Topfreisen – mit gutem Essen Gutes tun

TopfreisenCopyright: www.topfreisen.at, Credit: Canajvisuals

Topfreisen ist ein Projekt, von dem sowohl Asylbewerber als auch die Menschen aus der Umgebung profitieren. BewohnerInnen der Flüchtlingseinrichtung in St. Gabriel, Österreich bereiten – je nach Herkunftsland – landestypische Speisen zu. Damit können die Asylbewerber einerseits einer sinnstiftenden Beschäftigung nachgehen, während sie auf Informationen ihrer Asylanträge warten, und andererseits haben die nahegelegenen Büroangestellten die Möglichkeit frisches, selbst gekochtes Essen aus regionalen Zutaten zu genießen.

Cornelia Mayer, Initiatorin und Leiterin des Projekts, lebt in Mödling – einer Gegend mit vielen Großbüros und Industriegeländen, aber wenig Möglichkeiten sich in der Mittagspause gesund und abwechslungsreich zu ernähren. Nach einer Weltreise, bei der Cornelia Mayer – selbst benannte „leidenschaftliche Esserin aber wenig leidenschaftliche Köchin“ – Projekte kennen lernte, die gutes Essen mit Gutem Tun verbinden, bemerkte sie, dass Asylbewerber wenig Möglichkeiten haben, sich sinnvoll zu beschäftigen. Durch die Kombination dieser beiden Fakten entstand dann im Dezember 2013 die Idee zu Topfreisen.

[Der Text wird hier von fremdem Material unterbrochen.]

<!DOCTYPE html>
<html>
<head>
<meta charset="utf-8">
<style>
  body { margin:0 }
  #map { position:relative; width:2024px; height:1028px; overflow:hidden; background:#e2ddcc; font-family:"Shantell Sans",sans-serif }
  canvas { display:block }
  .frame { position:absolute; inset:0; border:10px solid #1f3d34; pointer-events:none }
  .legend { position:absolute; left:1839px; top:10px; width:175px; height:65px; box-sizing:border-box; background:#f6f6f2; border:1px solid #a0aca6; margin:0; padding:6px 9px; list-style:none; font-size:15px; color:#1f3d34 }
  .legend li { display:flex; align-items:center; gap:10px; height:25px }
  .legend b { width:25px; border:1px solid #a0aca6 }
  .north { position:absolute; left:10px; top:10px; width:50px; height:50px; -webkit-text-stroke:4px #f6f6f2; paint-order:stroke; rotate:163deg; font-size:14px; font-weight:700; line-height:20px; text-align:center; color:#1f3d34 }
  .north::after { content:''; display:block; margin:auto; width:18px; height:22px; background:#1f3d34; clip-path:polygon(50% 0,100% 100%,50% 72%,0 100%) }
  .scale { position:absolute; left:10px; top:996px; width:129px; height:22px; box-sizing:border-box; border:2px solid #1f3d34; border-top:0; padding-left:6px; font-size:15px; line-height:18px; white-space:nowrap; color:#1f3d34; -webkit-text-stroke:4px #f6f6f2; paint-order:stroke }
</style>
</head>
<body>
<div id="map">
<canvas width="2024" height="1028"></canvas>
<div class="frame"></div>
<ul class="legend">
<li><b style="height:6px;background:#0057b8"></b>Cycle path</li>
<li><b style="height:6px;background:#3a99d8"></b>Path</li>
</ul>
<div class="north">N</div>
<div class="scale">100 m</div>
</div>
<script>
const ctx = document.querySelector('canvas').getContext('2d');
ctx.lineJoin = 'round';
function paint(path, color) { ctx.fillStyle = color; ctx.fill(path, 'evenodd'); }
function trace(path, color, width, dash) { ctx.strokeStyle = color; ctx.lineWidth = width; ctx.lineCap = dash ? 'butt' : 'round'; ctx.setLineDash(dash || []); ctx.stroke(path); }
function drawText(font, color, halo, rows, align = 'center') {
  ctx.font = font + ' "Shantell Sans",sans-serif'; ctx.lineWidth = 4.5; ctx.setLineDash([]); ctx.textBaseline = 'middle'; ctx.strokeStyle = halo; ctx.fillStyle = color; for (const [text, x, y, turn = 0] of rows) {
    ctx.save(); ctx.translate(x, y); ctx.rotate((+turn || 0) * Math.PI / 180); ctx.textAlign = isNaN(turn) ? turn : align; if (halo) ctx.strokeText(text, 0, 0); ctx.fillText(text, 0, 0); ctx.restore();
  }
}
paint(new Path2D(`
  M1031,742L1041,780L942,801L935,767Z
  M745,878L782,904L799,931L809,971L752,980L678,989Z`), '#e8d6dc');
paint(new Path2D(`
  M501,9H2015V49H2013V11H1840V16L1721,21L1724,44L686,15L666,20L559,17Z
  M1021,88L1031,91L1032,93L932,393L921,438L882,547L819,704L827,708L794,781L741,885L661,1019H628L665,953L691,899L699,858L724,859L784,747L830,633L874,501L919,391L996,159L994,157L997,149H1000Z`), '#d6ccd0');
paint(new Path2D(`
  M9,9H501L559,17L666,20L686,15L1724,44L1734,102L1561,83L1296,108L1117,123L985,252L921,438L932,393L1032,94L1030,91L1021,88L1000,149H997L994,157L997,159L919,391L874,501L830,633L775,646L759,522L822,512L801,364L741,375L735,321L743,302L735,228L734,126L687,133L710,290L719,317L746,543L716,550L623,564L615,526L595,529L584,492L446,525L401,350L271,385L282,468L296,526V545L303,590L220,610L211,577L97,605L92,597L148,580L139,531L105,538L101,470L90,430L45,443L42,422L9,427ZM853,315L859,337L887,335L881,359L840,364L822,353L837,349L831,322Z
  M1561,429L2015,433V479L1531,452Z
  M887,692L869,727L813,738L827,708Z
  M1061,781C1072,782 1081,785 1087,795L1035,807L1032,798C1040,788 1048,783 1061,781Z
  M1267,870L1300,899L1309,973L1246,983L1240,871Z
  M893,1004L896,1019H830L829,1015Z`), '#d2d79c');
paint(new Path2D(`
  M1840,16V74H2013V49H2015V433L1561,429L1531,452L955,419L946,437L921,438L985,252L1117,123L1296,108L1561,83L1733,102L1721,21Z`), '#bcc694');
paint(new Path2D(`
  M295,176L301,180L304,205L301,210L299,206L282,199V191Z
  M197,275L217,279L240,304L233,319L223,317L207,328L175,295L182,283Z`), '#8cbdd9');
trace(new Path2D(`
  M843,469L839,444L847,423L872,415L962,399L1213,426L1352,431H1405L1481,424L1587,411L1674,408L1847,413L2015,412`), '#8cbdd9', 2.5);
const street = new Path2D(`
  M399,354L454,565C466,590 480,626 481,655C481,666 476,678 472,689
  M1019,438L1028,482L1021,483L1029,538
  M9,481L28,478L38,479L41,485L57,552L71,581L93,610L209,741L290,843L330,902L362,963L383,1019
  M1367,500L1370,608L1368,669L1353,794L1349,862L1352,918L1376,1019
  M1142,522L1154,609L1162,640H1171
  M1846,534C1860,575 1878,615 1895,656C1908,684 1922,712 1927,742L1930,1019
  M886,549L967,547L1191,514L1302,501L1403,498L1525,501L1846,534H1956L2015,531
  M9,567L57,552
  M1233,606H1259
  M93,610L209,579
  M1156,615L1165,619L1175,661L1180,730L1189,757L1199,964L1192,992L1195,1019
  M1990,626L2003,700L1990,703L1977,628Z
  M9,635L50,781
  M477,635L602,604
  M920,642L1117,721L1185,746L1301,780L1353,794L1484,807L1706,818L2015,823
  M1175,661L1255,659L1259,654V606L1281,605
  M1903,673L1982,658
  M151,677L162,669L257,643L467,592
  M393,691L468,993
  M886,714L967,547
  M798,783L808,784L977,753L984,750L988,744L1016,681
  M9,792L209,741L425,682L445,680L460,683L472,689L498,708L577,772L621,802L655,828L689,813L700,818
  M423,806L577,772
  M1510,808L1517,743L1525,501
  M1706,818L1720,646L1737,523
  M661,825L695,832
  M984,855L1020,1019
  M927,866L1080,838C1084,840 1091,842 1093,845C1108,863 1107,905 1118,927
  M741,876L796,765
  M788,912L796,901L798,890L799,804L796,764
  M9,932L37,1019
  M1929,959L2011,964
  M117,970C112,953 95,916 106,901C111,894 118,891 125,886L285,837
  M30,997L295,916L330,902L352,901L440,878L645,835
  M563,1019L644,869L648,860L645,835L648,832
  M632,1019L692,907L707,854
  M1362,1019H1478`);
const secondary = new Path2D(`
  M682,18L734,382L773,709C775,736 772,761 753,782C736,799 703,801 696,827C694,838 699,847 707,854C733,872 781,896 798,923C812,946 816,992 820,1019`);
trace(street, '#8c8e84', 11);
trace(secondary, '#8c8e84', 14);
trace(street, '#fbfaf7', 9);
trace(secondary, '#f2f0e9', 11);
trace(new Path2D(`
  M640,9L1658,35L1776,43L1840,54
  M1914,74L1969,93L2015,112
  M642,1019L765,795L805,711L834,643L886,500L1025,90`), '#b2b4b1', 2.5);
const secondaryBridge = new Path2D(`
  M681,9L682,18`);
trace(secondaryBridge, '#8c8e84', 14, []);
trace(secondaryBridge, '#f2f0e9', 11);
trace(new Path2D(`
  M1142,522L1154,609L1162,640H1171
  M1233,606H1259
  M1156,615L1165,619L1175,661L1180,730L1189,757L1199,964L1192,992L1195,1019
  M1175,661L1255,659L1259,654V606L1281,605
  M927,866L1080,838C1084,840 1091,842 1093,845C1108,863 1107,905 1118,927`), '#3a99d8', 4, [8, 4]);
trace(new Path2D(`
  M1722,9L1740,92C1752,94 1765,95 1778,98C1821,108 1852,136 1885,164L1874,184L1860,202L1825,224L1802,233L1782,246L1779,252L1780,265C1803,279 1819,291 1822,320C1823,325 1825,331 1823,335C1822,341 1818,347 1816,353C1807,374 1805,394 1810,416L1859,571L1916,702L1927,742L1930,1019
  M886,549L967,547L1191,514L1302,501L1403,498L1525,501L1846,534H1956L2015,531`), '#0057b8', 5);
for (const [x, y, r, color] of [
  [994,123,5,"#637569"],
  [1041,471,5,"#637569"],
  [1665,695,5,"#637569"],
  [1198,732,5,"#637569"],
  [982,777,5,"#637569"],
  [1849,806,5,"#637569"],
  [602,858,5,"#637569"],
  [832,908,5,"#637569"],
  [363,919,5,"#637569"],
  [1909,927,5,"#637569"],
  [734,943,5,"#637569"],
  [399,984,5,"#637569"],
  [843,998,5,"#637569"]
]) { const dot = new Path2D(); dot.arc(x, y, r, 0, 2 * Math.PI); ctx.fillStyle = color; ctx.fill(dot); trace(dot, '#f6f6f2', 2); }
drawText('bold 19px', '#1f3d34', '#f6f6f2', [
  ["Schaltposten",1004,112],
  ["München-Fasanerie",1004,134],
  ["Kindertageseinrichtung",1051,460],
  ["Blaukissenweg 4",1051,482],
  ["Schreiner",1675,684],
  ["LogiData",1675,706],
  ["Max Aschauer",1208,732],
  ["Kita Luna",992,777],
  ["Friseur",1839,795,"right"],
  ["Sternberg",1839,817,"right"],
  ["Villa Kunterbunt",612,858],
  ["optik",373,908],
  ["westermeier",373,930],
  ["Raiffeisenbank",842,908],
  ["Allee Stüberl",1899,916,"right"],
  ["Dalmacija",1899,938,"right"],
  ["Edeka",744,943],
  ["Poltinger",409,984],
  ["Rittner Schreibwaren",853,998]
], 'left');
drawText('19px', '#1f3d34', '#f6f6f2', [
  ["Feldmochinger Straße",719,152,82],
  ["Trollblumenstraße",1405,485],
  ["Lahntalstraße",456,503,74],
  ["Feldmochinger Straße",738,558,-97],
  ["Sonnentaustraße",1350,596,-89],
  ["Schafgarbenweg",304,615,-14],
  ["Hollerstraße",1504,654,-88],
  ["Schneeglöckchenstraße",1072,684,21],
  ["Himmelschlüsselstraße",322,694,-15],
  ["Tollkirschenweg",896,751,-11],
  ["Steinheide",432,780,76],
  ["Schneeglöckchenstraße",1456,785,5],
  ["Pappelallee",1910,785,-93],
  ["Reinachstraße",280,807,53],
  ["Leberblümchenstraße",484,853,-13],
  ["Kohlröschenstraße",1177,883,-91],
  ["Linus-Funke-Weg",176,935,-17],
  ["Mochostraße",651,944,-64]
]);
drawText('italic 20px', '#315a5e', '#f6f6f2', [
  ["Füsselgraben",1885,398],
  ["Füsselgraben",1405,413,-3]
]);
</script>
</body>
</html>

Bereits im Februar 2014 gewann diese Idee das Social Impact Start Stipendium im Impact Hub Vienna. Seitdem wird das Projekt stetig weiter entwickelt.

In der Caritas- Flüchtlingseinrichtung im Kloster St. Gabriel in Mödlingen wird nun fleißig gekocht – am Herd steht ein afghanischer Koch, der selbst geflüchtet ist, zusammen mit BewohnerInnen der Flüchtlingseinrichtung. Zubereitet werden die Gerichte ausschließlich mit frischen und regionalen Zutaten.

Ob als Mittagessen im Büro, Catering für private Feiern oder Firmenveranstaltungen – dieses Essen gibt Asylsuchenden die Chance sich während des zermürbenden Wartens auf den Ausgang ihrer Asylverfahren sinnstiftend zu beschäftigen und gibt den KundInnen einen Einblick, wie die Kultur der Flüchtlinge schmeckt.

Mit den Einnahmen von Topfreisen werden für die Asylbewerber von St. Gabriel Deutschkurse, Ausflüge oder anderweitige Freizeitaktivitäten bezahlt.

Eine sozial-kulinarisch Idee

Das österreichische Start-up bezieht durch dieses Projekt das Know-How und die Potentiale der in St. Gabriel untergebrachten Menschen mit ein und unterstützt sie dabei – zumindest teilweise – ein selbstbestimmtes Leben zu führen und ihren Alltag abwechslungsreicher zu gestalten. Auf der anderen Seite bietet es seinen KundInnen Essen aus hochwertigen Zutaten, regionaler Herstellung, saisonalem Gemüse, umweltfreundlicher Verpackung und ohne Konservierungsstoffe.

Doch vielmehr als nur Essen, liefert dieses Projekt die Möglichkeit zum kulturellen Austausch und zum respektvollen Miteinander.

Wer zu weit weg wohnt, um das Angebot von Topfreisen wahrzunehmen, kann durch persönlichen Einsatz oder finanzielle Unterstützung helfen, um das Projekt auch bald in der eigenen Nähe zu haben.